It's not T&A, it's HBO. But not the HBO of water-cooler favorites like The Sopranos, Sex and The City, Six Feet Under, Deadwood, Curb Your Enthusiasm, and Entourage. Or even the HBO of intriguing flops (Carnivale, John in Cincinnati, Unscripted) and underappreciated masterpieces (The Wire).

You can't get 40 million to pay $120 a year for content they can get for free on dozens of other channels, so HBO has always sold nudity, sexual situations, strong language, and violence. Sometimes they combine all these things with drama (i.e., Oz) or drama and comedy (The Sopranos), and sometimes they just focus on the nudity and sexual situations.

Shows like Real Sex, G-String Divas, Cathouse, and its HBO's latest offering, Katie on Demand offer a brand of T&A best described as middlecore. Middlecore is more explicit than what you'll find in the softcore movies that play on Cinemax, with occasional flashes of labia and flaccid penises, and lots of candid, anatomically precise talk about every fetish you can imagine.
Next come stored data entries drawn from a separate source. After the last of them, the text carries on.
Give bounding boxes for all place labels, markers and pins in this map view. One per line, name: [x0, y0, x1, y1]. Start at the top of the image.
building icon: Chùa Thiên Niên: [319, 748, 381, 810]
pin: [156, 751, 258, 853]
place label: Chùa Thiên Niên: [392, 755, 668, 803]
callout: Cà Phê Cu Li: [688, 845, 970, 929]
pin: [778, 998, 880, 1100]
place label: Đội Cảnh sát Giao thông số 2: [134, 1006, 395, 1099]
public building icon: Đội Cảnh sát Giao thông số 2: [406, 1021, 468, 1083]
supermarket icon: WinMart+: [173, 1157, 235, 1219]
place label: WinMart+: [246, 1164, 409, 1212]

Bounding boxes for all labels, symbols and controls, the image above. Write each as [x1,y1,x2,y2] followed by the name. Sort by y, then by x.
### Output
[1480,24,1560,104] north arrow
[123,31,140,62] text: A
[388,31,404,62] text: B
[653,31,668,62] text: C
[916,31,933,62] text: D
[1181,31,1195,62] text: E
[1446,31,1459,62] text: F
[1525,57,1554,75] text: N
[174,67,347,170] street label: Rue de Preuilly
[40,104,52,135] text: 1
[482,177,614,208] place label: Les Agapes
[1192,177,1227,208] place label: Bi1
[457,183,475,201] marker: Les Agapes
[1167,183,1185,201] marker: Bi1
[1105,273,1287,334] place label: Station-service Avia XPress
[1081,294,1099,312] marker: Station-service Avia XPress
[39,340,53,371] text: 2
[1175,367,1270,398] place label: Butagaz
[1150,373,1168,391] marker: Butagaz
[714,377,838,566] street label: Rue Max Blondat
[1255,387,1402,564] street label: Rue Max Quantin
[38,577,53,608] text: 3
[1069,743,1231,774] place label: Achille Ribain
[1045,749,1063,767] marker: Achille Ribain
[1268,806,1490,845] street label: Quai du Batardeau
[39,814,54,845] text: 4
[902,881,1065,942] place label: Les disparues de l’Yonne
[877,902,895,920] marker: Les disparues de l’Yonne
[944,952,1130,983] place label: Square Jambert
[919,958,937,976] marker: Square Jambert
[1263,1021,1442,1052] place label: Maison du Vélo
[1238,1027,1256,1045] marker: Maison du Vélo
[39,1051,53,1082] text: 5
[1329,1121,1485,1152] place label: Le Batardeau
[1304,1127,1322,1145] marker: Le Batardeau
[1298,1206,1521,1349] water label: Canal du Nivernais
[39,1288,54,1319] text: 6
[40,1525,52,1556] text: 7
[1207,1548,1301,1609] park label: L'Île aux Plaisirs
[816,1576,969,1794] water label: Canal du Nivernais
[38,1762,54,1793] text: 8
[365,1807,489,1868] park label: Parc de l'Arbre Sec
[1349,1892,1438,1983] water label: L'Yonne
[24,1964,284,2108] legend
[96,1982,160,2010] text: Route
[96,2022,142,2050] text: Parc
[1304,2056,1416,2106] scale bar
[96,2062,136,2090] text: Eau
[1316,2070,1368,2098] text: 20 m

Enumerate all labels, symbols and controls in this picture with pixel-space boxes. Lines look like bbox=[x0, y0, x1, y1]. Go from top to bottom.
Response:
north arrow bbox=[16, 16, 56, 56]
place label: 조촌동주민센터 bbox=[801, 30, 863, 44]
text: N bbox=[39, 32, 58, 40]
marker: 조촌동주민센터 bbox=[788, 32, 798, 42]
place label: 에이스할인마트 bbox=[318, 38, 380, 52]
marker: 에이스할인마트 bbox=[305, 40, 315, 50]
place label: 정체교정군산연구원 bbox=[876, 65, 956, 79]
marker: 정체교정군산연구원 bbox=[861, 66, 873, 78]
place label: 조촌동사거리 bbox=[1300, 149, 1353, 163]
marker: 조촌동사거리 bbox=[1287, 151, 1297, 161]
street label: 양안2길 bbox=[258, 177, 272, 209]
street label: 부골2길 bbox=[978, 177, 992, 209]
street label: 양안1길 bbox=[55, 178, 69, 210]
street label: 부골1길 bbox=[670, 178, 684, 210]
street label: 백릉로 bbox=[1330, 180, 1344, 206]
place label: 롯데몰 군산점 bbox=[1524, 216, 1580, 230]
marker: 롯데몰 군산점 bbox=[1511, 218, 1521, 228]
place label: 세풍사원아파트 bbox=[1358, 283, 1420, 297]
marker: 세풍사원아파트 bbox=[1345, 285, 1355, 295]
Like non-fiction paperbacks from the 1940s and 1950s that packaged raunch in the sanitizing robes of sociology, art criticism, and journalism, middlecore always includes the pretense of meta-commentary. It's not porn, it's about porn. It maintains an ironic distance, because it knows that hardcore porn, with its crummy production values, goofy O-faces, and overwrought dirty talk is pretty ridiculous -- and only moreso when when viewed in the context of a cool, serene, impeccably furnished urban loft. Middlecore gives the upscale, educated, tasteful audience it targets a way to get their nasty, explicit fix of porn in a package that's culturally congruent with their lifestyle.

And Katie Morgan, a 27-year-old veteran of over 200 hardcore videos, is the new queen of middlecore. With her cascading blonde hair, silicone-enhanced breasts and goofy grin, Morgan simultaneously evokes Jenna Jameson and Teri Garr, a nice, intelligent, quirky girl next door who loves having threesomes on camera.

She's candid but not gross, she's articulate and funny without ever being so incisive or acerbic that her intellect trumps her physicality, and apparently she doesn't own any clothes at all. In Katie On Demand, her new series of six-minute shorts that run on HBO's section of Comcast's OnDemand service, she's naked virtually the entire time.

Each episode follows the same basic formula. First, Katie introduces that episode's theme while standing naked on an empty stage in front of a red curtain. Themes include things like "The pros and cons of having sex on staircases and bannisters," and are illustrated using clips from vintage porn, Katie's own ouvre, and various other sources. After a couple minutes of that, Katie sist naked in a director's chair and answer questions related to that show's theme. ("Have you ever had sex on a staircase or a bannister?") After a couple minutes of that, Katie dances in front of a stripper pole. In these segments, a wardrobe consultant is finally necessary, but don't worry -- they don't ever use any outfits that cover her breasts or her butt.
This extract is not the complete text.